EXERCISE REQUIREMENTS.
The response must restate the data exactly, with nothing left out.

DATA TO EXAMINE.

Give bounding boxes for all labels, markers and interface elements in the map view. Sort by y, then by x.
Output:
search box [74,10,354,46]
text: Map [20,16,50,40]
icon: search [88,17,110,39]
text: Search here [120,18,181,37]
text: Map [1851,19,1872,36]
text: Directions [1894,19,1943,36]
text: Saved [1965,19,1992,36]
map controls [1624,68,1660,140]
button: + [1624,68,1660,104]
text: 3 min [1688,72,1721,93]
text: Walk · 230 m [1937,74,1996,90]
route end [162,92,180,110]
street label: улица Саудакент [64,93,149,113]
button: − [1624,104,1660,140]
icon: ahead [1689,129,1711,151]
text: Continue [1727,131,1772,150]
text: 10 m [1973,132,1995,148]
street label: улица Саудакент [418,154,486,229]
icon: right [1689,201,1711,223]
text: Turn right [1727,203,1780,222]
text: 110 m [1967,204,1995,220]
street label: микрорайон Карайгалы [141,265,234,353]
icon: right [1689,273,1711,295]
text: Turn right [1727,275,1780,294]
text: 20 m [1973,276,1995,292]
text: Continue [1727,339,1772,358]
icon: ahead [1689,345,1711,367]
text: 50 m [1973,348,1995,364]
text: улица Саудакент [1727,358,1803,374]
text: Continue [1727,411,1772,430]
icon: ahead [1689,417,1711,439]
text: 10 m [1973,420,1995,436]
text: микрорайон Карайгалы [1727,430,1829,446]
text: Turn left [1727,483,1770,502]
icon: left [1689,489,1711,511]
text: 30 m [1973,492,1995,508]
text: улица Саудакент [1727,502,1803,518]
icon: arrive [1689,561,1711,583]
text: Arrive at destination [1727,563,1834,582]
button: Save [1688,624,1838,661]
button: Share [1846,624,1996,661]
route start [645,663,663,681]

RESPONSE FOR THIS EXERCISE.
Give bounding boxes for all labels, markers and interface elements in the map view. Sort by y, then by x.
Output:
search box [74,10,354,46]
text: Map [20,16,50,40]
icon: search [88,17,110,39]
text: Search here [120,18,181,37]
text: Map [1851,19,1872,36]
text: Directions [1894,19,1943,36]
text: Saved [1965,19,1992,36]
map controls [1624,68,1660,140]
button: + [1624,68,1660,104]
text: 3 min [1688,72,1721,93]
text: Walk · 230 m [1937,74,1996,90]
route end [162,92,180,110]
street label: улица Саудакент [64,93,149,113]
button: − [1624,104,1660,140]
icon: ahead [1689,129,1711,151]
text: Continue [1727,131,1772,150]
text: 10 m [1973,132,1995,148]
street label: улица Саудакент [418,154,486,229]
icon: right [1689,201,1711,223]
text: Turn right [1727,203,1780,222]
text: 110 m [1967,204,1995,220]
street label: микрорайон Карайгалы [141,265,234,353]
icon: right [1689,273,1711,295]
text: Turn right [1727,275,1780,294]
text: 20 m [1973,276,1995,292]
text: Continue [1727,339,1772,358]
icon: ahead [1689,345,1711,367]
text: 50 m [1973,348,1995,364]
text: улица Саудакент [1727,358,1803,374]
text: Continue [1727,411,1772,430]
icon: ahead [1689,417,1711,439]
text: 10 m [1973,420,1995,436]
text: микрорайон Карайгалы [1727,430,1829,446]
text: Turn left [1727,483,1770,502]
icon: left [1689,489,1711,511]
text: 30 m [1973,492,1995,508]
text: улица Саудакент [1727,502,1803,518]
icon: arrive [1689,561,1711,583]
text: Arrive at destination [1727,563,1834,582]
button: Save [1688,624,1838,661]
button: Share [1846,624,1996,661]
route start [645,663,663,681]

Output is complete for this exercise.